Pictures are to be dropped. Everything else in the listing gets copied exactly.

### SUPPLIED MATERIAL
--- START ---

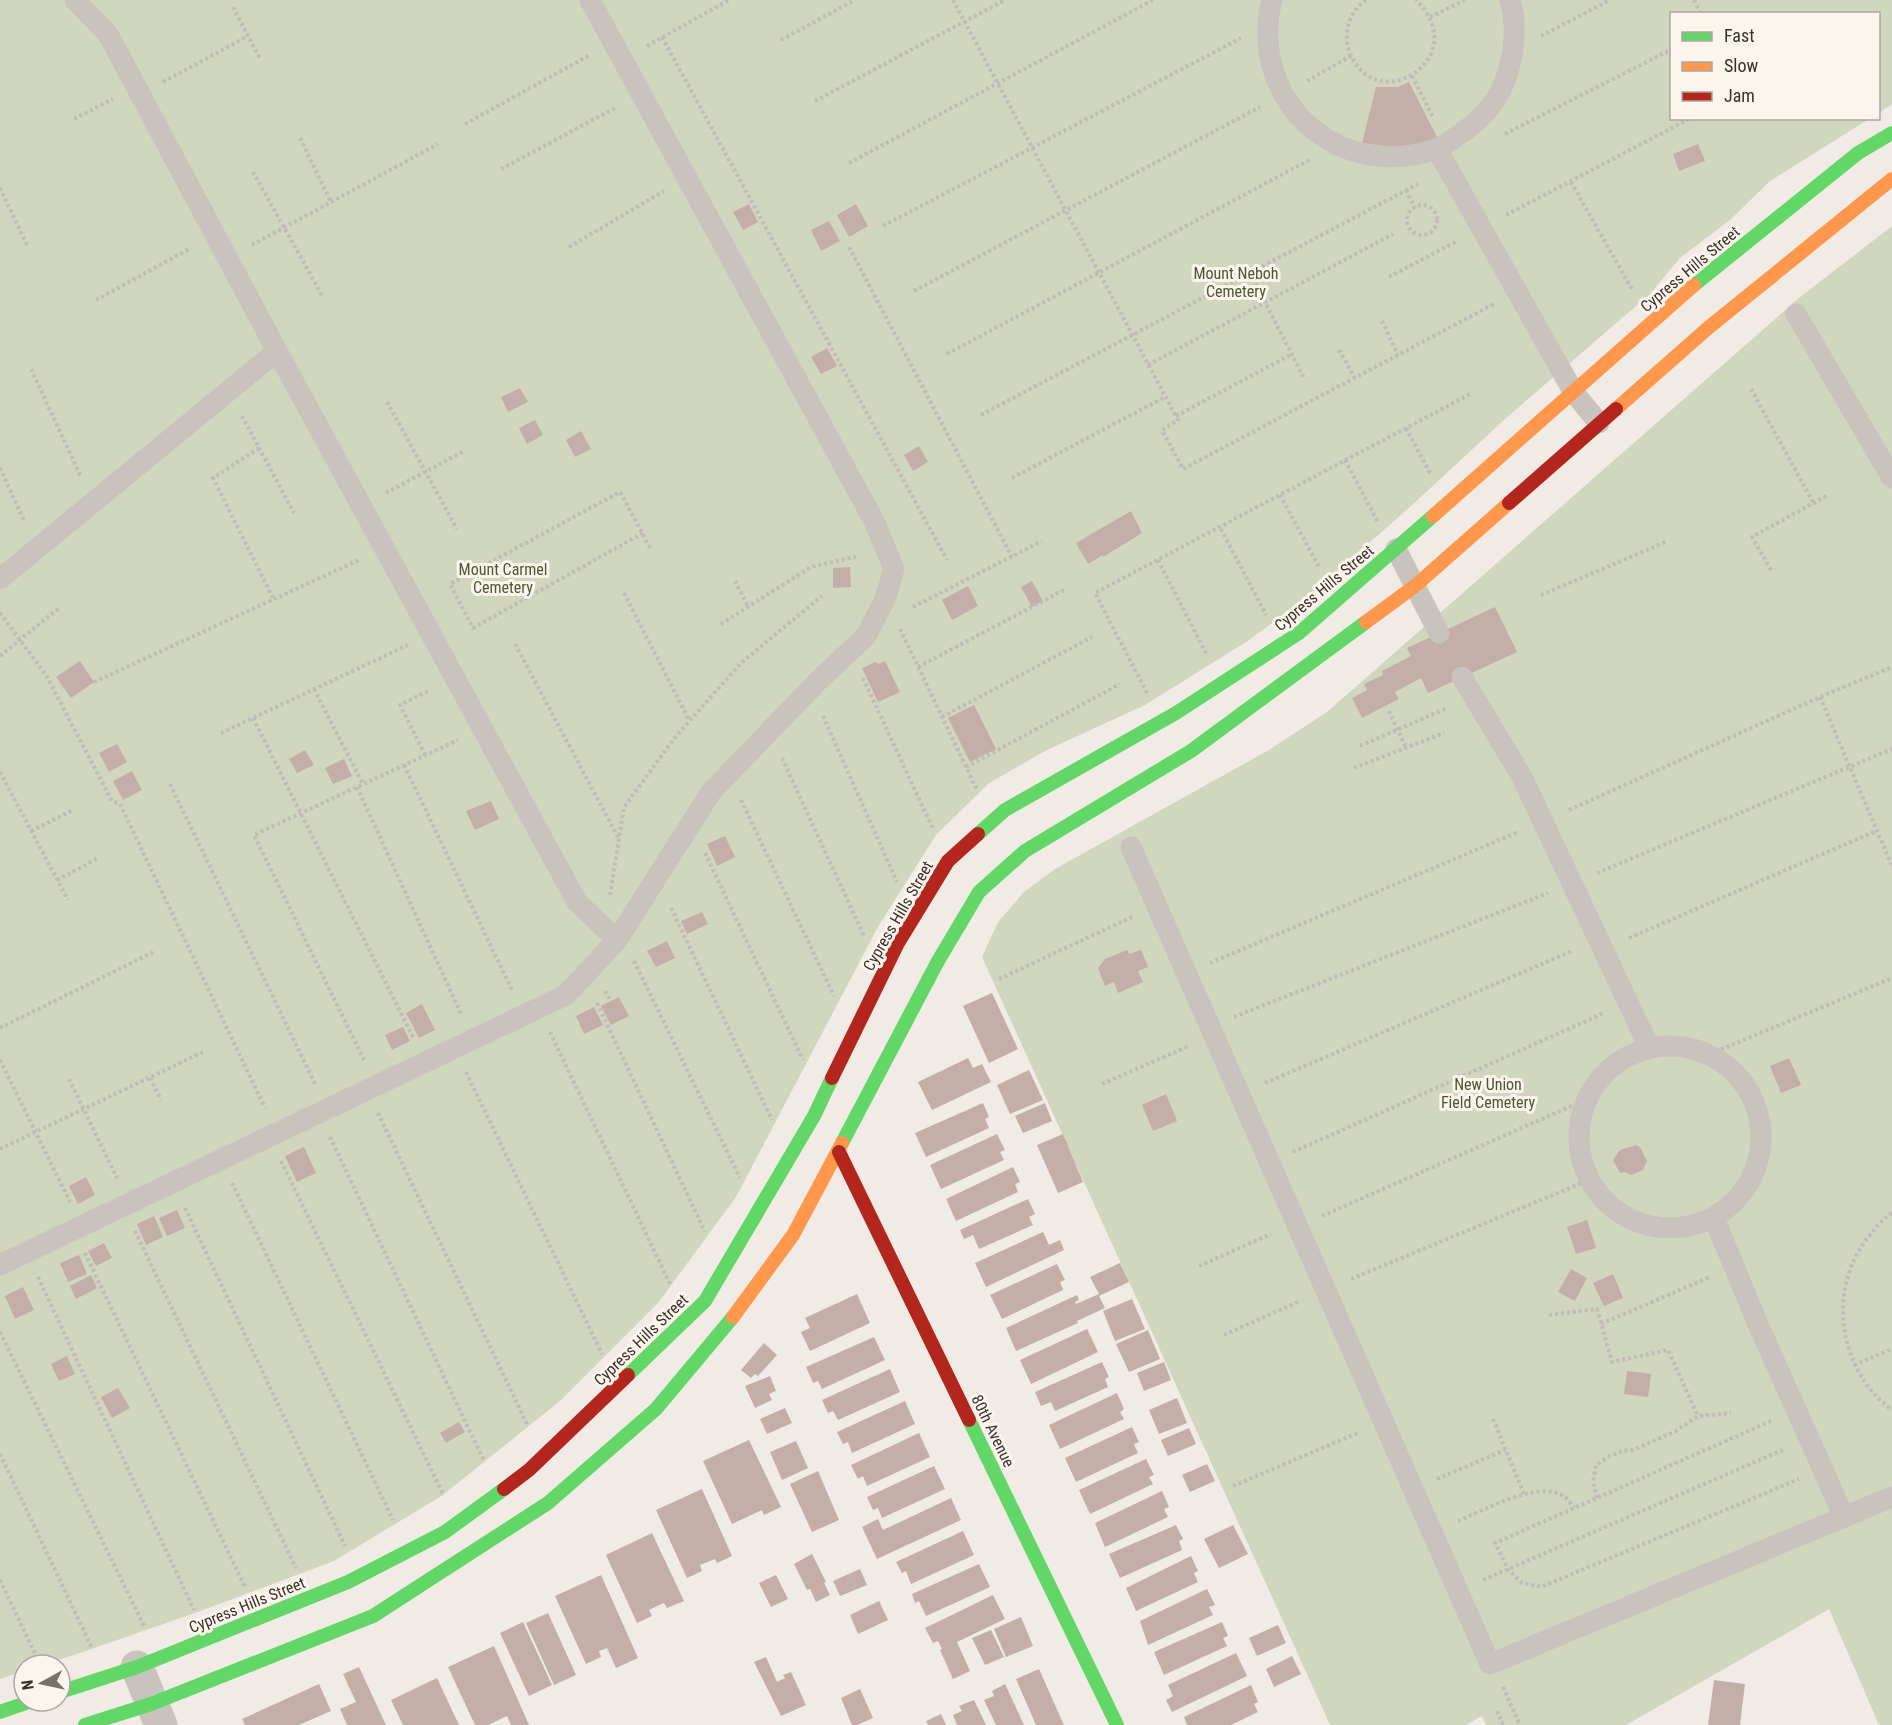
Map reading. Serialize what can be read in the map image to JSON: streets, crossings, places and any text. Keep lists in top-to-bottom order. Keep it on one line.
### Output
{"streets":{"street":["Cypress Hills Street","80th Avenue"]},"parks":["Mount Neboh Cemetery","Mount Carmel Cemetery","New Union Field Cemetery"],"legend":["Fast","Slow","Jam"],"north":"left"}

--- END ---

### ANSWER TO THIS EXERCISE
Map reading. Serialize what can be read in the map image to JSON: streets, crossings, places and any text. Keep lists in top-to-bottom order. Keep it on one line.
### Output
{"streets":{"street":["Cypress Hills Street","80th Avenue"]},"parks":["Mount Neboh Cemetery","Mount Carmel Cemetery","New Union Field Cemetery"],"legend":["Fast","Slow","Jam"],"north":"left"}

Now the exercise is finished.